Smith, the former general manager of the Mergers & Acquisitions office at the marine energy and infrastructure specialist Acteon Group, previously worked with Aurora owners Doug Duguid and Michael Buchan at EnerMech and PSL Energy Services when they grew both businesses into global concerns. Relocating from London to Aurora’s Aberdeen headquarters, Smith will be responsible for the day-to-day operations at the start-up, which has already completed two acquisitions and is near to finalizing a U.S. addition to its services portfolio. His wide-ranging experience in energy sector operations is coupled with high-level project management, business development, and commercial roles in markets across Europe, Africa, and Asia.

Aurora Energy Services CEO Doug Duguid, left, with Chief Operations Officer Tom Smith. (Courtesy: Aurora Energy Services)

Doug Duguid, Aurora chief executive officer, said Smith’s appointment would ensure the smooth integration of recent and new acquisitions, a key component of the short-term business strategy, while supporting organic growth in sustainable energy sectors.

“Tom has been in the energy industry a long time and has worked his way up the ranks, which gives him an excellent insight into running a business from the ground up,” he said.
“His wider experience in operations, mergers, and acquisitions and renewables will be a great asset as we merge our recent acquisitions and look to add more services around the world. He is pragmatic, has superb people skills, and I know from working with him over the years that he has a very good cultural understanding, which is important for managing a diverse workforce and molding the different components in to a successful customer-focused operation.”Prior to working for Acteon, Smith held a senior European business development and project management role for international strategy consultancy Calash Group and was country manager for EnerMech in South Korea.

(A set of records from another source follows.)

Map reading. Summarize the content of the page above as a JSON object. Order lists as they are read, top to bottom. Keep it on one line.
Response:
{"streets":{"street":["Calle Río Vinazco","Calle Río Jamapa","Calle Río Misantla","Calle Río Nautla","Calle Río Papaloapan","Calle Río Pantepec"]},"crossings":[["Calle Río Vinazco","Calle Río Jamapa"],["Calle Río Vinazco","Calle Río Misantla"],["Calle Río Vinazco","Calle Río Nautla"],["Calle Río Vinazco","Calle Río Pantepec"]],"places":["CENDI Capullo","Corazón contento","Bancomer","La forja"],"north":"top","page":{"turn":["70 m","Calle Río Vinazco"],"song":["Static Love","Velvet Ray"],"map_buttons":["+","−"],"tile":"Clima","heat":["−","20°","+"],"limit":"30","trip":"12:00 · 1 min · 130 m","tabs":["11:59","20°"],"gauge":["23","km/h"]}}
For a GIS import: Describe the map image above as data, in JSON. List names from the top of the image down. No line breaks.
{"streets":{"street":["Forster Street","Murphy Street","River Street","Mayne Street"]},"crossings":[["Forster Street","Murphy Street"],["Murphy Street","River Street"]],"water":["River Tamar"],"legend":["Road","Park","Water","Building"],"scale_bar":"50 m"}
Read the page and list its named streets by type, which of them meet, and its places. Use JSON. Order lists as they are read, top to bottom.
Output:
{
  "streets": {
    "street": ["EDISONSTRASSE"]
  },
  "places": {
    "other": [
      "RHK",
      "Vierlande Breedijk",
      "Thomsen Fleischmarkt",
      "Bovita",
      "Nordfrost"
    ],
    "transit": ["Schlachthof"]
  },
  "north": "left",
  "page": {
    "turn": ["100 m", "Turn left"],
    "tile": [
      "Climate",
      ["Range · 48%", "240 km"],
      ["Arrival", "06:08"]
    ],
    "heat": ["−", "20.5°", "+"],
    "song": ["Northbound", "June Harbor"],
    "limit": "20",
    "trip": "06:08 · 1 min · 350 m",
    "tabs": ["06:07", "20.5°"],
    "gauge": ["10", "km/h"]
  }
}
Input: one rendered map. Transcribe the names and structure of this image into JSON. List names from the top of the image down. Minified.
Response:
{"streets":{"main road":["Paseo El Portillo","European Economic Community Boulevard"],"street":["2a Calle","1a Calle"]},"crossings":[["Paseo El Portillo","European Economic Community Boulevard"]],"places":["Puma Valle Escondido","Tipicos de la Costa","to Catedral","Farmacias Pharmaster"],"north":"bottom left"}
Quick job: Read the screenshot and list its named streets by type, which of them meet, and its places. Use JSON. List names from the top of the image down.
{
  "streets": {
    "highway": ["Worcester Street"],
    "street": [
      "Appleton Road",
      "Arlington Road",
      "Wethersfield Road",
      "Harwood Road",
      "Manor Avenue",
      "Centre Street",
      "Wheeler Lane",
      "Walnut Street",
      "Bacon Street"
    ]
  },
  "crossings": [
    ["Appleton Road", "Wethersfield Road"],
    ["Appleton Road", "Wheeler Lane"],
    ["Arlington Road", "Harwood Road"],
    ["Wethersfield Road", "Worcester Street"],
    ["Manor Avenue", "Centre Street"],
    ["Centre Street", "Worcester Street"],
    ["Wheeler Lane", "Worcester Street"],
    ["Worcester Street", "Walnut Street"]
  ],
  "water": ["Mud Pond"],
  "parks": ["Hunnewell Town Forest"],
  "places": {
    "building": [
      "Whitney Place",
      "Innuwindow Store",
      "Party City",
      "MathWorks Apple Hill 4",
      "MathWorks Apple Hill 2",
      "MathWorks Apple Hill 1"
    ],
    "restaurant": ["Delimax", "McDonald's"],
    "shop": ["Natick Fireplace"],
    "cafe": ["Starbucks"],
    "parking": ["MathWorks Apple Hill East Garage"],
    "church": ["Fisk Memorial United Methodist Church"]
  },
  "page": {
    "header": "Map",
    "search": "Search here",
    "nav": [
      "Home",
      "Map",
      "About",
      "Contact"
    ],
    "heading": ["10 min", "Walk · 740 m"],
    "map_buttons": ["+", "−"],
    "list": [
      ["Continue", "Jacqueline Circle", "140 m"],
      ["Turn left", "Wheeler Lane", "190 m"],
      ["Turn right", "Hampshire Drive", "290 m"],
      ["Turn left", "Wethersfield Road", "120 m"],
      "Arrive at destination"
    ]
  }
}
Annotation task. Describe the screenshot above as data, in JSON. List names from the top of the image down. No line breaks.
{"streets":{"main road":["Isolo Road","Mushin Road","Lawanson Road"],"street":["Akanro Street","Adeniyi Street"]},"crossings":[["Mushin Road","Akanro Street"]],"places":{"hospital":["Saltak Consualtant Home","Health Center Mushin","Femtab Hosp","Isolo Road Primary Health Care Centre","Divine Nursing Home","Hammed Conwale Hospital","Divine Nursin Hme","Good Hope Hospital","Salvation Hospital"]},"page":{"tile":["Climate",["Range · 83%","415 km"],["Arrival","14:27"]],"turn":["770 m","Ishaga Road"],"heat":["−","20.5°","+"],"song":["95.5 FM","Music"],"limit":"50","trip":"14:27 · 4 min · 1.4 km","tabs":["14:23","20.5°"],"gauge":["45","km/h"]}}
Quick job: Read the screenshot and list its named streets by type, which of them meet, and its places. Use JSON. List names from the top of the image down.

“This is a fantastic opportunity to be involved in an energetic and ambitious business, which is focused on developing a ‘customer-focused’ reputation in the renewables and energy transition space,” Smith said. “Aurora has huge potential, and I am really looking forward to playing a key role in the company’s organic growth and international expansion.

I am passionate about developing a diverse workforce, and I am keen to bring in fresh talent to the sector who will be excited and attracted by the training and growth opportunities we offer, and who will have a clearly defined succession route throughout their careers.” The company’s business plan is to create a 100 million pound turnover international energy services provider over the next five years by providing services to the oil-and-gas sector and supporting energy transition to net-zero by targeting the wind, solar, hydrogen, carbon capture and storage, pumped hydro, and waste-to-energy sectors.

In renewables, Aurora provides services including inspection, repair and maintenance, engineering, and installation support, while its training and accreditation expertise supports experienced oil and gas workers in transitioning to renewables. Its design engineering, fabrication, and site installation capability is centered on the oil-and-gas sector but with an increasing focus on transitioning to renewables.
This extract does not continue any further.